Rodda’s paintings sit firmly in the imaginary, which frankly, is something we could nurture more. His sense of scale and proportion allow the propagation of ‘real’ things into the framework. His buildings integrate into their environments in ways that ours never will. They are permeable and interchangeable with the mountains and the foliage and the stone and populated with figures and creatures and pathways which ramble rather than define. Life builds them, not the other way around.

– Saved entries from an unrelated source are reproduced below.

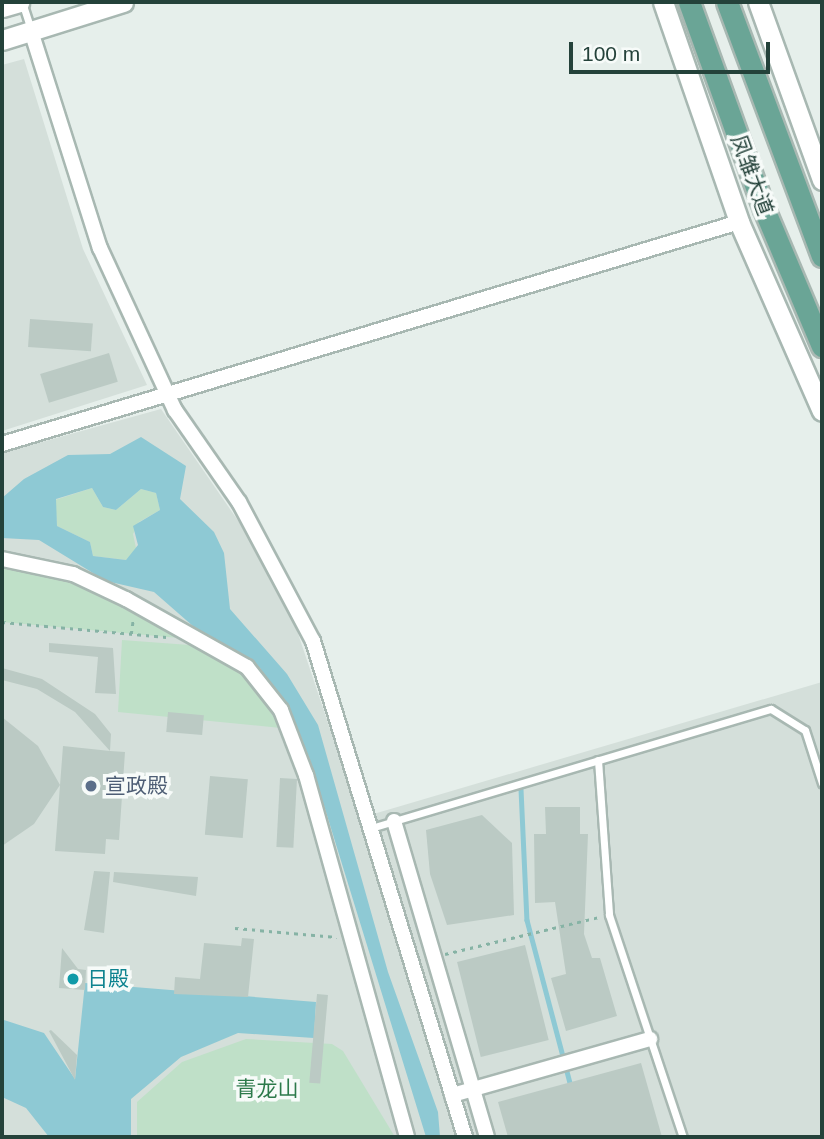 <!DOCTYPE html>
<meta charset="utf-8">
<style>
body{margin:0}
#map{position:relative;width:824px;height:1139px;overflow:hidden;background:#e6efeb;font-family:Arial,"Noto Sans SC",sans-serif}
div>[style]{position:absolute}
.built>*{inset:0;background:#d4dfda}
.green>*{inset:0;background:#bfe0c8}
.water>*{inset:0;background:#8ec9d4}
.stream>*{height:4.5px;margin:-2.25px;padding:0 2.25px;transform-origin:2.25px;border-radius:2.25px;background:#8ec9d4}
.building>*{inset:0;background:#bbcac4;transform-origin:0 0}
.path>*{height:2.5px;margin-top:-1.25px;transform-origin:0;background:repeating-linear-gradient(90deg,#86b3a5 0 3.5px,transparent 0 8.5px)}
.roads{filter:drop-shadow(2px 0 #a8b8b2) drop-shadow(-2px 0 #a8b8b2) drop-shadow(0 2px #a8b8b2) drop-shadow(0 -2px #a8b8b2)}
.lane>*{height:7px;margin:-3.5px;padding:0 3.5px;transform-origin:3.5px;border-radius:3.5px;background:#fff}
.street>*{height:14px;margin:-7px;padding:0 7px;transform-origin:7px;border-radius:7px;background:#fff}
.secondary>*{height:19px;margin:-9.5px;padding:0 9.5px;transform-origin:9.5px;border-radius:9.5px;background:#fff}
.primary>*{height:21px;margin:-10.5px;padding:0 10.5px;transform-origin:10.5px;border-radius:10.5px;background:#6aa596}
.dots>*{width:19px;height:19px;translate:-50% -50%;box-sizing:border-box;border:4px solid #f7fbf9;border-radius:50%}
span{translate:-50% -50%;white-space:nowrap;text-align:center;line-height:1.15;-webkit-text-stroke:7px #f7fbf9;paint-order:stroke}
.street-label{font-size:21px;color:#24423a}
.service-label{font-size:21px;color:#4e5e75}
.left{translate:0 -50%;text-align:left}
.culture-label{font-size:21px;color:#0d838f}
.park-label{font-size:21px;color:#2d7a4b}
.frame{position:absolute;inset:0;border:4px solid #24423a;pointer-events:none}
.scale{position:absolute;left:569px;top:42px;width:201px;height:32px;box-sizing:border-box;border:4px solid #24423a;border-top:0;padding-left:9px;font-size:21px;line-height:24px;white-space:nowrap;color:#24423a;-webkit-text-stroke:5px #f7fbf9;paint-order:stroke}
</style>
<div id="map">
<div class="built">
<i style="clip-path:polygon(24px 59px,83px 249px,147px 385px,2px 431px,2px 65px)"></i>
<i style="clip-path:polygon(161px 409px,281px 583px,360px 818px,822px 682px,822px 1137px,2px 1137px,2px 453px)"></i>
</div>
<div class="green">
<i style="clip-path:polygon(92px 488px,103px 507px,116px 510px,141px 489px,156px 493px,160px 510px,139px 522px,133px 534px,137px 553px,126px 560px,93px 556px,90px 542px,57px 526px,55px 500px)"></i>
<i style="clip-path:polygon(2px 559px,73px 574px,201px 640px,2px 622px)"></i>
<i style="clip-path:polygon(122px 640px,203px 646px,247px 676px,281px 728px,118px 712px)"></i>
<i style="clip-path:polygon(246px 1039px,332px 1044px,343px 1051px,395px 1137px,137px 1137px,137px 1102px,182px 1062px)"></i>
</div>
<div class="water">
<i style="clip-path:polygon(evenodd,141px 437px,186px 466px,180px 499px,214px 532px,224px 553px,230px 609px,287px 674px,318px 725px,388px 972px,438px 1112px,440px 1137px,426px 1137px,310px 760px,294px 719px,260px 668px,194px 627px,154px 592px,106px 581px,39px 540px,2px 538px,2px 498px,24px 479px,68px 455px,110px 454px,141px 437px,92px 488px,103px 507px,116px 510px,141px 489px,156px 493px,160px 510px,133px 526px,138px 545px,126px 560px,93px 556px,90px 542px,57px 526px,56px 499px,92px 488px)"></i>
<i style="clip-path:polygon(85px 983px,316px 1002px,314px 1038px,238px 1033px,181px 1057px,131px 1099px,131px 1137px,49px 1137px,26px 1108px,2px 1097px,4px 1020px,44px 1033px,75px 1079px)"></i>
</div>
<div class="stream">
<i style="left:521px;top:789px;width:131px;rotate:87.4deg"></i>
<i style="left:527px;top:920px;width:173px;rotate:75.2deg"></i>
</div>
<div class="building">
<i style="left:30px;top:319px;width:63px;height:28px;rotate:4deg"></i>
<i style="left:109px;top:353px;width:30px;height:72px;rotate:73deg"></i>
<i style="clip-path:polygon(49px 643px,113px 648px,116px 694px,95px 693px,98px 657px,49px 652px)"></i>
<i style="clip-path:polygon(2px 668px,42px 679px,95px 714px,111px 734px,110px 751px,125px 752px,119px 840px,106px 839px,105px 854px,55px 851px,63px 746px,110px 751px,75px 712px,37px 689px,2px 680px)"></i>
<i style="left:168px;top:712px;width:36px;height:20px;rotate:5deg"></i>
<i style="clip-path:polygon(2px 717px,38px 746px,60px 785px,34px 824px,2px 846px)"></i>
<i style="left:210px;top:776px;width:38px;height:59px;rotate:5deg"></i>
<i style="left:280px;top:778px;width:17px;height:69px;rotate:3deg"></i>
<i style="clip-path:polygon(545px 807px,580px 807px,580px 834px,588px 834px,584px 934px,592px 958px,600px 958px,617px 1016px,566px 1031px,551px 978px,566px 974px,555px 902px,535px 903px,534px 834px,546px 834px)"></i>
<i style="clip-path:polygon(482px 815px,512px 843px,514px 915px,447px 925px,430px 874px,426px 830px)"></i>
<i style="clip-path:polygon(94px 871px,110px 872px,104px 933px,84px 930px)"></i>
<i style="clip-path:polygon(114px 872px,198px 877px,196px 896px,113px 882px)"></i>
<i style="clip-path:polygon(242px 938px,254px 939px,248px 997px,174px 994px,175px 977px,200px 979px,204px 943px,241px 946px)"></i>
<i style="left:525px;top:945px;width:98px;height:70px;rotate:76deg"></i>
<i style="clip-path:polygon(62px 948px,78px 969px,86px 970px,85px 990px,59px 988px)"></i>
<i style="left:317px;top:994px;width:11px;height:89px;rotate:5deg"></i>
<i style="clip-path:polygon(51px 1030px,77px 1055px,75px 1080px,49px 1031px)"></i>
<i style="clip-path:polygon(641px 1063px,662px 1137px,508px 1137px,498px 1102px)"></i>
</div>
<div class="path">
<i style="left:2px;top:622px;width:165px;rotate:5.2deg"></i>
<i style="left:131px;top:634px;width:14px;rotate:-82deg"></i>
<i style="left:235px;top:928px;width:102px;rotate:5deg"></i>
<i style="left:445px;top:954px;width:158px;rotate:-13.5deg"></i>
</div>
<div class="roads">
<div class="lane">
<i style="left:22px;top:2px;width:29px;rotate:72deg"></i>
<i style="left:598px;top:760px;width:155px;rotate:85.9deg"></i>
<i style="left:609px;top:915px;width:234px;rotate:71.6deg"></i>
<i style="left:371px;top:828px;width:417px;rotate:-16.6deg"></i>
<i style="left:771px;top:709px;width:40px;rotate:32deg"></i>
<i style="left:805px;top:730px;width:56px;rotate:72.2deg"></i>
</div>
<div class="street">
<i style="left:31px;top:31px;width:228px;rotate:72.4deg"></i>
<i style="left:100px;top:248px;width:179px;rotate:65.2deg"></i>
<i style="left:175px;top:410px;width:112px;rotate:55.2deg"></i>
<i style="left:239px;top:502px;width:157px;rotate:62deg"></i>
<i style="left:313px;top:641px;width:519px;rotate:72.96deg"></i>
<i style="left:2px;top:444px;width:770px;rotate:-16.76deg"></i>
<i style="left:2px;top:559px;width:73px;rotate:11.9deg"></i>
<i style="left:73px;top:574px;width:59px;rotate:25.3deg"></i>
<i style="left:126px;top:599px;width:139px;rotate:29.3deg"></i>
<i style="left:247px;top:667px;width:55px;rotate:51.7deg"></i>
<i style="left:281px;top:710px;width:70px;rotate:69deg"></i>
<i style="left:306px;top:775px;width:376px;rotate:74.4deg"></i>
<i style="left:394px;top:821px;width:329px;rotate:73.6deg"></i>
<i style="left:452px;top:1095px;width:206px;rotate:-15.8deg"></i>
</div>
<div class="secondary">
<i style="left:663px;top:2px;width:233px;rotate:70.9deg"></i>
<i style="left:739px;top:222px;width:206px;rotate:66.3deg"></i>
<i style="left:758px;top:2px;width:189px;rotate:70.2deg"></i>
<i style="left:2px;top:7px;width:18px;rotate:-16deg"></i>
<i style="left:2px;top:40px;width:127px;rotate:-17.4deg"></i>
</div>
<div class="primary">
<i style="left:689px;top:2px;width:220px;rotate:70.1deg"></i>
<i style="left:764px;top:209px;width:149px;rotate:67.1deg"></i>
<i style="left:727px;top:2px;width:271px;rotate:69.5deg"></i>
</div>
</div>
<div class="dots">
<i style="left:91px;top:786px;background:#5c6f8a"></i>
<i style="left:73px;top:979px;background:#0f9aa8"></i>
</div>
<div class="street-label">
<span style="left:752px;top:175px;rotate:70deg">凤雏大道</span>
</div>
<div class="service-label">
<span class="left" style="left:105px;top:786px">宣政殿</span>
</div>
<div class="culture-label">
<span class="left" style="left:87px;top:979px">日殿</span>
</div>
<div class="park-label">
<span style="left:267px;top:1089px">青龙山</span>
</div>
<div class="frame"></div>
<div class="scale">100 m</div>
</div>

It is the way in which he integrates these works into the gallery itself however, which I find most magical. Each painting houses its own infinite environment, and we are caught at a moment of pause in the witnessing of its static surface. I imagine this as a membrane between universes. As each image draws us in, it also produces an outward counter effect; the way Rodda extends the surface of the painted plane out into the gallery space blurs the boundary of There and Here. There is an active and willing dissolution between states.


An anti-garden. A meander. A blurring back into different, uncultivated possibilities. A thing is more than its materiality. This is an act of generosity, to be so encompassing.
I prefer these worlds.


Tricky Walsh.

2022



[1] Genevieve M. Gates and David A. Ratkowsky, Comparing indigenous and European-based concepts of seasonality for predicting macrofungal fruiting activity in Tasmania. Australasian Mycologist (2009) 28, 36–42

[2] Yes, I know we have the fagus. But that’s hardly widespread.
Our autumns are courtesy of Europe and the Americas.

[3] Taken from the inscription on the UNESCO World heritage list.